(Dataset excerpts)

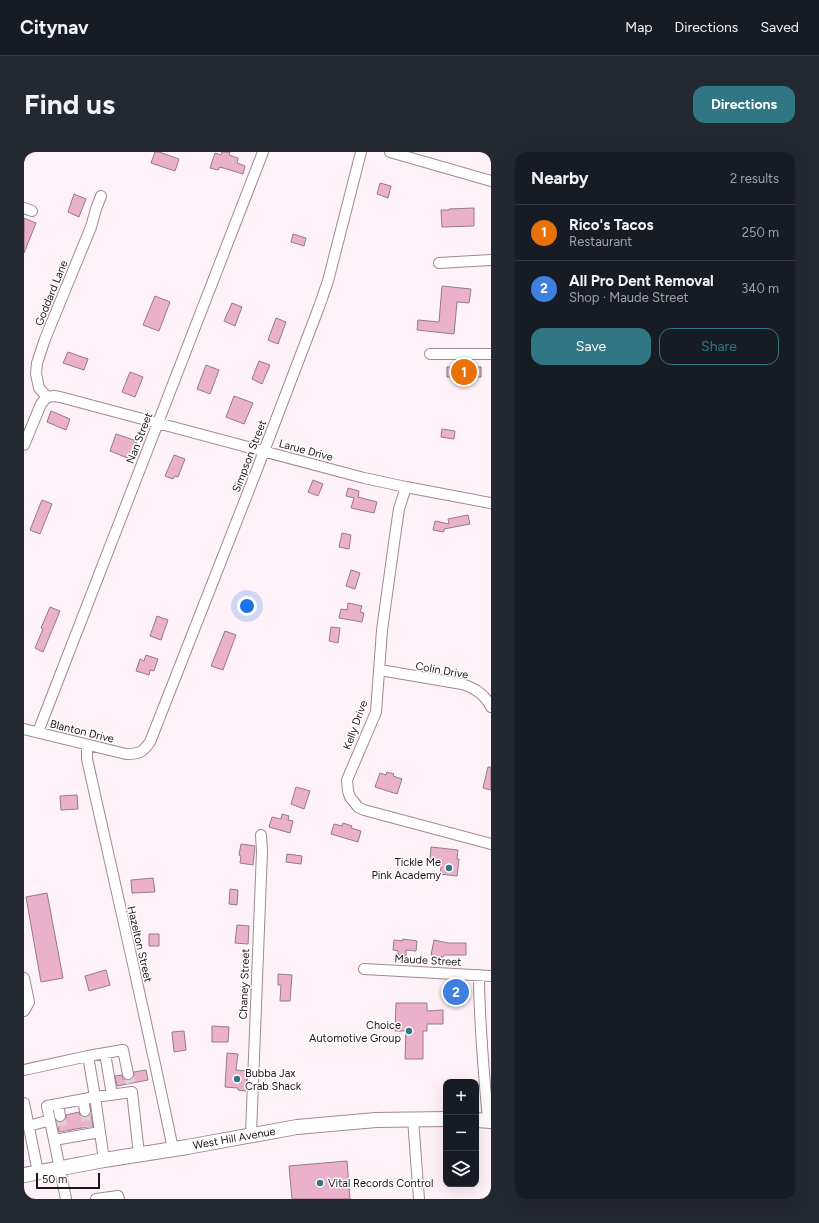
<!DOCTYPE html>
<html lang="en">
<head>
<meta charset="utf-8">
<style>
  body { margin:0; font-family:Figtree,sans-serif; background:#242831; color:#f1f3f6 }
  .controls { position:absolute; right:12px; bottom:12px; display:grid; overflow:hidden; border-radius:8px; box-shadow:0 4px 16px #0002 }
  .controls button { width:36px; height:36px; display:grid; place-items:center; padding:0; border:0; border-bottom:1px solid #363941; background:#171b24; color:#f1f3f6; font:20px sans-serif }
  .scale { position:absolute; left:12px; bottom:10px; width:64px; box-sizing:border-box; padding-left:4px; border:2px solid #1f1419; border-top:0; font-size:11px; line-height:14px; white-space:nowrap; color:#1f1419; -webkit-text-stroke:3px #fff; paint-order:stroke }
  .you { position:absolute; left:223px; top:454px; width:14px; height:14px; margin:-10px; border:3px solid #fff; border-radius:50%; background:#1a73e8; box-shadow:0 0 0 6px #1a73e833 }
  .badge { display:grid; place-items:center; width:26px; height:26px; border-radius:50%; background:#317783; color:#fff; font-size:13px; font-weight:700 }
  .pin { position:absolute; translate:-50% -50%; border:2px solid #fff; box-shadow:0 1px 4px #0006 }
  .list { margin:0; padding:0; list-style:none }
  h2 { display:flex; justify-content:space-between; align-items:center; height:52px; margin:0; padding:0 16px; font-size:17px }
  h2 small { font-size:13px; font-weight:400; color:#9ea1a6 }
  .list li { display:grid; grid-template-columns:26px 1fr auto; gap:12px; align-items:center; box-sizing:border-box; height:56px; padding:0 16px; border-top:1px solid #363941 }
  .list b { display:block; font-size:15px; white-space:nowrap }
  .list p { margin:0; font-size:13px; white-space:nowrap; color:#9ea1a6 }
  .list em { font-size:13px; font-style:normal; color:#9ea1a6 }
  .actions { display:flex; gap:8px; padding:12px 16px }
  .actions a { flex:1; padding:9px 0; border:1px solid #317783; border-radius:12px; text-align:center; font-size:14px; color:#317783 }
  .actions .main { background:#317783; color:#fff }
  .icon { flex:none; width:22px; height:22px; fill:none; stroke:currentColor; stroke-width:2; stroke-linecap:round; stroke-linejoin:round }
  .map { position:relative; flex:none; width:467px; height:1047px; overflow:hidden; border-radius:12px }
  header { display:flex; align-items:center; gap:24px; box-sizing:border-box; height:56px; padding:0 20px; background:#171b24; border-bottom:1px solid #363941 }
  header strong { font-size:19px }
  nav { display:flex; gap:22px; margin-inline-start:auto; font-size:14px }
  .intro { display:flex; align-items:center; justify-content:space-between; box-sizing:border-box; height:96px; padding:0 24px }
  h1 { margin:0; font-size:28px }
  .button { padding:10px 18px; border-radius:12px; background:#317783; color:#fff; font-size:14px; font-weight:700 }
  main { display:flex; gap:24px; padding:0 24px }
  aside { flex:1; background:#171b24; border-radius:12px; box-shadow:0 4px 16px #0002 }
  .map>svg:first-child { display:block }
</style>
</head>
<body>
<header>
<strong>Citynav</strong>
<nav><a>Map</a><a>Directions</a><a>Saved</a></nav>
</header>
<div class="intro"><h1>Find us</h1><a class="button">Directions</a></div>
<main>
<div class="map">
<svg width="467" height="1047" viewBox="0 0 467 1047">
  <rect width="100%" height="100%" fill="#fef1f7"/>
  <path fill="#ebb1cb" stroke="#967a87" d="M131 0H135L155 7 151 19 127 11Z
    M198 0H206L205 3 214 6 213 11 221 14 219 22 196 15 194 18 186 16 191 1 197 3Z
    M356 31 367 34 364 46 353 42Z
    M50 42 62 47 55 65 44 60Z
    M450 56V74L418 75 417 58H425V57Z
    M0 66 12 71 0 101Z
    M269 82 282 86 280 94 267 90Z
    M418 134 447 137 445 151 433 150 430 182 393 178 394 168 415 170Z
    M131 144 146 150 135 179 119 173Z
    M208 151 218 155 211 174 200 169Z
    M252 166 262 170 254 192 244 188Z
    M44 200 64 207 60 218 39 211Z
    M235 209 246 213 238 232 228 227Z
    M182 213 195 218 186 242 173 237Z
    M423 215H457V225H423Z
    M106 220 119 225 111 245 98 240Z
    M210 244 229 251 220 272 202 265Z
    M27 259 46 267 42 278 23 270Z
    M418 277 431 279 430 287 417 285Z
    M92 282 113 289 106 307 86 299Z
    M150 303 161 307 154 325 151 324 149 327 141 324Z
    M289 328 299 332 294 344 284 340Z
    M324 336 335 339 334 345 353 350 350 361 327 356 330 346 322 344Z
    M18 348 28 352 16 382 6 378Z
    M444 363 446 372 420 377V380L409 378 411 369 425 372 424 367Z
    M318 381 327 383 325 397 315 395Z
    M327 418 336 421 331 437 322 434Z
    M324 451 338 454 336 460 340 461 338 470 315 466 317 457 323 458Z
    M26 455 36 459 19 500 11 496 19 477 17 476Z
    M133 464 144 468 137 488 126 484Z
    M307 475 316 476 314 491 305 489Z
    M201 479 212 483 199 518 187 514Z
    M122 503 134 507 130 519 126 518 125 523 112 519 116 507 120 509Z
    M464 615H467V638L459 636Z
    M363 620 370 622 369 624 378 627 373 642 351 635 356 621 362 623Z
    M272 635 286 639 280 657 267 652Z
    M53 643 54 657 37 658 36 644Z
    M258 662 265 664 264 668 269 669 266 681 245 675 248 665 257 667Z
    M319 671 328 674 327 676 337 679 334 690 307 682 310 672 318 674Z
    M217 692 231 694 229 713 216 711 217 704 215 703Z
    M407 695 434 698 433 707H435L433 724 416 722 418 709 406 708Z
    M263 702 278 704 277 712 262 710Z
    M129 726 131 740 108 741 107 728Z
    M206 737 214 738 213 753 205 752Z
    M23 741 39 826 17 830 2 745Z
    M213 773 225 774 224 792 211 791Z
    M125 782H135V794H125Z
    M379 787 393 789 392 799 382 798V804L374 803V799L369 798 370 788 379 789Z
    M410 788 424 791H442V803H420L419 805 407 803Z
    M82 818 86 833 65 839 61 824Z
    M254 822 268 823 266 849H256L257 833H254Z
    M420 835 444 836V844L420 843Z
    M372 851H403V859L419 858V872H403V879H399V907H381L382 879H371Z
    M188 874 205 875 204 890H188Z
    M160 879 162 898 150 900 148 880Z
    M203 901 214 902 212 918 223 919 222 939 214 938V936L201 935Z
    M122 918 124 928 93 934 91 924 98 923 99 927 105 928 109 927 110 920Z
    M55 960 56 963 59 965H62L67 962 69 974 35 980 33 970H37L40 969 42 967V963Z
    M323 1009 326 1047H268L265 1014Z"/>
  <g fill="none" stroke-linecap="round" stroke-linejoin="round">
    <path stroke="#ddd0d6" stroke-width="10" stroke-dasharray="10 5" stroke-linecap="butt" d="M104 922 107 931
      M61 959 63 975
      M36 964 39 979"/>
    <g stroke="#a48794" stroke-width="12">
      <path id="minor" d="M366 0 467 29
        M0 56 8 59
        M415 111 467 108
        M406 202H467
        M23 245 30 244 36 245 340 326 382 335 467 351
        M23 245 15 236 12 222 13 211 21 187 67 75 72 57 77 44
        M0 293 17 252 23 245
        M382 335 375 357 371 384 358 478 352 560 323 628 324 639 326 645 334 655 340 658 467 692
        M356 518 438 532C451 536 461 542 467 555
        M0 577 102 602C115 602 118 601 126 590L232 320 295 155 304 129 337 0
        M14 580 239 0
        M63 593V607C92 737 122 866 149 997
        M340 817 467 824
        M455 823C455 872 460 920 464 969
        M0 826 5 850 0 859
        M81 901 88 943
        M64 904 99 898 104 922
        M0 918 64 904 71 945 108 940 115 1002
        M59 947 61 959
        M0 951 14 1020
        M34 952 36 964
        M389 967 395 1047
        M5 974 26 968
        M76 980 71 945 23 954 30 988 76 980 80 1008
        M227 982 238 699 237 683
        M30 988 42 1047
        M72 1047 94 1044 95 1047"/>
    </g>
    <g stroke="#a48794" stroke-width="16">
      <path id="highway" d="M452 968 467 969
        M0 1023 80 1008 163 995 273 975 352 968 422 967"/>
    </g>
    <use href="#minor" stroke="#fff" stroke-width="10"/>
    <use href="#highway" stroke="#fff" stroke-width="14"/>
  </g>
  <g fill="#317783" stroke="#fff" stroke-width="1.5">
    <circle cx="425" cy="716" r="4"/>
    <circle cx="385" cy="879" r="4"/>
    <circle cx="213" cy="927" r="4"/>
    <circle cx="296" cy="1031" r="4"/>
  </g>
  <g text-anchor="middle" stroke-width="3" stroke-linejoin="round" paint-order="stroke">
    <g font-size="11" fill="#1f1419" stroke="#fff">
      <text transform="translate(27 141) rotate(-68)" y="4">Goddard Lane</text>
      <text transform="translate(115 286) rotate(-69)" y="4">Nan Street</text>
      <text transform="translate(282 298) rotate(15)" y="4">Larue Drive</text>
      <text transform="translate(225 304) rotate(-69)" y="4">Simpson Street</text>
      <text transform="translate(418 518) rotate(10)" y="4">Colin Drive</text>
      <text transform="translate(331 573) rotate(-70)" y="4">Kelly Drive</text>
      <text transform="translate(58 579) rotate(14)" y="4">Blanton Drive</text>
      <text transform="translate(116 792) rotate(77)" y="4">Hazelton Street</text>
      <text transform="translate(404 808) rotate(3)" y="4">Maude Street</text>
      <text transform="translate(220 832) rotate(-88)" y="4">Chaney Street</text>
      <text transform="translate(210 986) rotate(-10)" y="4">West Hill Avenue</text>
    </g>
    <g font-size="11" fill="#1f1419" stroke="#fff" text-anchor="end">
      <text x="417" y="714">Tickle Me<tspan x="417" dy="13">Pink Academy</tspan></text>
      <text x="377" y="877">Choice<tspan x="377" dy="13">Automotive Group</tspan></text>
      <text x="221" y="925" text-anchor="start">Bubba Jax<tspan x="221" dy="13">Crab Shack</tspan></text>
      <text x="304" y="1035" text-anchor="start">Vital Records Control</text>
    </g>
  </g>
</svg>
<div class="controls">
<button>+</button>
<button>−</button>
<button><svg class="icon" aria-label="layers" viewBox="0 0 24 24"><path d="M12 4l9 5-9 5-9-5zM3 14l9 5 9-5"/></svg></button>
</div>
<div class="scale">50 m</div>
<div class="you"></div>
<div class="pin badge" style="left:440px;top:220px;background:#e8710a">1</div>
<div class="pin badge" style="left:432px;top:840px;background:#3f7fe0">2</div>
</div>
<aside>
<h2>Nearby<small>2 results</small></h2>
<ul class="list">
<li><span class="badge" style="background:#e8710a">1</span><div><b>Rico's Tacos</b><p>Restaurant</p></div><em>250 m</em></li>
<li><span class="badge" style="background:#3f7fe0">2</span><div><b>All Pro Dent Removal</b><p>Shop · Maude Street</p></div><em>340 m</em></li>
</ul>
<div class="actions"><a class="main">Save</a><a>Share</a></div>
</aside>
</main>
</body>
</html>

__Work instruction__. Return all lines from the entries that contain the string "nowrap".

__Result for this exercise__.
  .scale { position:absolute; left:12px; bottom:10px; width:64px; box-sizing:border-box; padding-left:4px; border:2px solid #1f1419; border-top:0; font-size:11px; line-height:14px; white-space:nowrap; color:#1f1419; -webkit-text-stroke:3px #fff; paint-order:stroke }
  .list b { display:block; font-size:15px; white-space:nowrap }
  .list p { margin:0; font-size:13px; white-space:nowrap; color:#9ea1a6 }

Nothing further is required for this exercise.